All of us have a natural curiosity to understand, explain, create, and act in ways that are supportive of personal, social and environmental wellbeing.  This curiosity needs to be nurtured in our homes, schools, and communities.  Gaining competencies in Science (systematised knowledge derived from observation, study and experimentation), and Arts (which nurtures our creative skills), can enable us to develop our understanding of ourselves, and our relationships with one another, other species, and the environment.

Because of various historical and socio-cultural processes, the common perception of science has become narrowed and distorted; and, for some, it may have a variety of negative associations, eg, with being a nerd, left-brained, the oppressive control of nature, naïve magic-bullet responses to problems that have harmful side-effects, war and violence, and disconnection from values, compassion and the ‘spiritual’ and mysterious.  Furthermore, student teachers, and students in general, often have to choose between studying either Arts or Science subjects; and in most programs for primary teachers, Science receives much less emphasis than the Arts.

In this presentation I examined ways to reclaim and reframe Science; and to integrate our new understanding of it into all primary teaching and learning.

The talk was illustrated with stories from my own learning journey; and I related the teaching of Science in Primary Schools to more effectively addressing the challenges and opportunities for our species, both now and into the future.


stuart hill


Professor Stuart B. Hill
is Foundation Chair of Social Ecology
at the
University of Western Sydney

School of Education (includes previous School of Social Ecology & Lifelong Learning)
University of Western Sydney (Kingswood Campus),
Locked Bag 1797, PENRITH SOUTH DC, NSW 1797, AUSTRALIA
Phone: 61(0)2-4736-0799; Fax: 61(0)2-4736-0400; email This email address is being protected from spambots. You need JavaScript enabled to view it.
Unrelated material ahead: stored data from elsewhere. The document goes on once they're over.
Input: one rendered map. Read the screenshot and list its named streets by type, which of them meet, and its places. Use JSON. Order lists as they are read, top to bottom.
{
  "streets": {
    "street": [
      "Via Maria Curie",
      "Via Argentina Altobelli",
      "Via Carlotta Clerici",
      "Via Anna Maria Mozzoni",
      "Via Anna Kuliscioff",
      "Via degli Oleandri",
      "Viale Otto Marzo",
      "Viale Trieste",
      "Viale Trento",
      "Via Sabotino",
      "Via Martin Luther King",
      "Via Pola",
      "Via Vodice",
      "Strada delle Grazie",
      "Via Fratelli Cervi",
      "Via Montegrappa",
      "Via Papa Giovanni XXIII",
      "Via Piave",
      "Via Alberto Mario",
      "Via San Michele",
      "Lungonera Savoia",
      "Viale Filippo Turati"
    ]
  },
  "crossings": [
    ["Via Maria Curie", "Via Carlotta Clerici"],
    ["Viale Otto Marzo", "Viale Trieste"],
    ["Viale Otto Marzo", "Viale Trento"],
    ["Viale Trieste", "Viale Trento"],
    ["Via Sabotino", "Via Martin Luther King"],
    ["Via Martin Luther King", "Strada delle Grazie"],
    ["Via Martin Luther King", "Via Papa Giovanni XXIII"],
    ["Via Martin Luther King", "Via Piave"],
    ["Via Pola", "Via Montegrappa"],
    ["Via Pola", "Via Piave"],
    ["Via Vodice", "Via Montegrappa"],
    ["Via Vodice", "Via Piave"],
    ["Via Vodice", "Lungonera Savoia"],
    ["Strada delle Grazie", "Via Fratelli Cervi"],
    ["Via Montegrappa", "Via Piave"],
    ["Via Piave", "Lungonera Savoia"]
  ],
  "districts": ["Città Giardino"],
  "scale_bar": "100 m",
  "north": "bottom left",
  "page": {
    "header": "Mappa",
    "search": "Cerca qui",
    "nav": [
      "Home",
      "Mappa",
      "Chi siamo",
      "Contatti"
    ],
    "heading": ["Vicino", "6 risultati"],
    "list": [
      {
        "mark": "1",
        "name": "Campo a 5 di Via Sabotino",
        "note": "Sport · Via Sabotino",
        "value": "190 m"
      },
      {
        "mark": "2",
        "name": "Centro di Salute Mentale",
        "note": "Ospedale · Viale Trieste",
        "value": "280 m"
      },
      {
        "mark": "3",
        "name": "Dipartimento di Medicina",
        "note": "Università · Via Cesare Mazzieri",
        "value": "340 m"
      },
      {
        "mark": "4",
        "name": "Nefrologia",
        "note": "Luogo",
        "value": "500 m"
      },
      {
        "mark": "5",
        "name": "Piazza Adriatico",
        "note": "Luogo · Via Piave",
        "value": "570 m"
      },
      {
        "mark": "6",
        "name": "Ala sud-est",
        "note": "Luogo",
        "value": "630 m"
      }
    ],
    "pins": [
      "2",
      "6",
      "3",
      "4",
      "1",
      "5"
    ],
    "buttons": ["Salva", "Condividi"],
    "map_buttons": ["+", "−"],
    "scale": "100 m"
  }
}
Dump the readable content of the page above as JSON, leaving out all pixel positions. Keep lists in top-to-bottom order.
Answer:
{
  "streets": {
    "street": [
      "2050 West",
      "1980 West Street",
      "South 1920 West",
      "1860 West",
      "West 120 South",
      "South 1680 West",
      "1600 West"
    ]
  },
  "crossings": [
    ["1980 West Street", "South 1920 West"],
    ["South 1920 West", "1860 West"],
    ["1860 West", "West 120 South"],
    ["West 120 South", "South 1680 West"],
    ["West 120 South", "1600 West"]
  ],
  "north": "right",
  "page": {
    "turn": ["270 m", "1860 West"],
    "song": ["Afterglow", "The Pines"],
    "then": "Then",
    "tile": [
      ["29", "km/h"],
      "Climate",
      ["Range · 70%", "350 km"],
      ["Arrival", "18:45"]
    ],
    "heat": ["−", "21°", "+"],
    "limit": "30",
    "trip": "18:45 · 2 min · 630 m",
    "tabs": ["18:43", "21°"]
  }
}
Co-Editor: Journal of Organic Systems http://www.organic-systems.org/index.html

Co-Creator: Australian Society for Sustainable Business http://societyforsustainablebusiness.org/

Professor Stuart B. Hill is Foundation Chair of Social Ecology at the University of Western Sydney. At UWS he teaches units on Qualitative Research Methodology, Social Ecology Research, Transformative Learning, Leadership and Change, and Sustainability, Leadership and Change.

His PhD was one of the first whole ecosystem studies that examined community and energy relationships (1969); and it was the earliest such study conducted by a single researcher. For this he received the awards for Best PhD Thesis and Best PhD Student. In 1977 he received a Queen’s Silver Jubilee Medal for his community and social transformation work.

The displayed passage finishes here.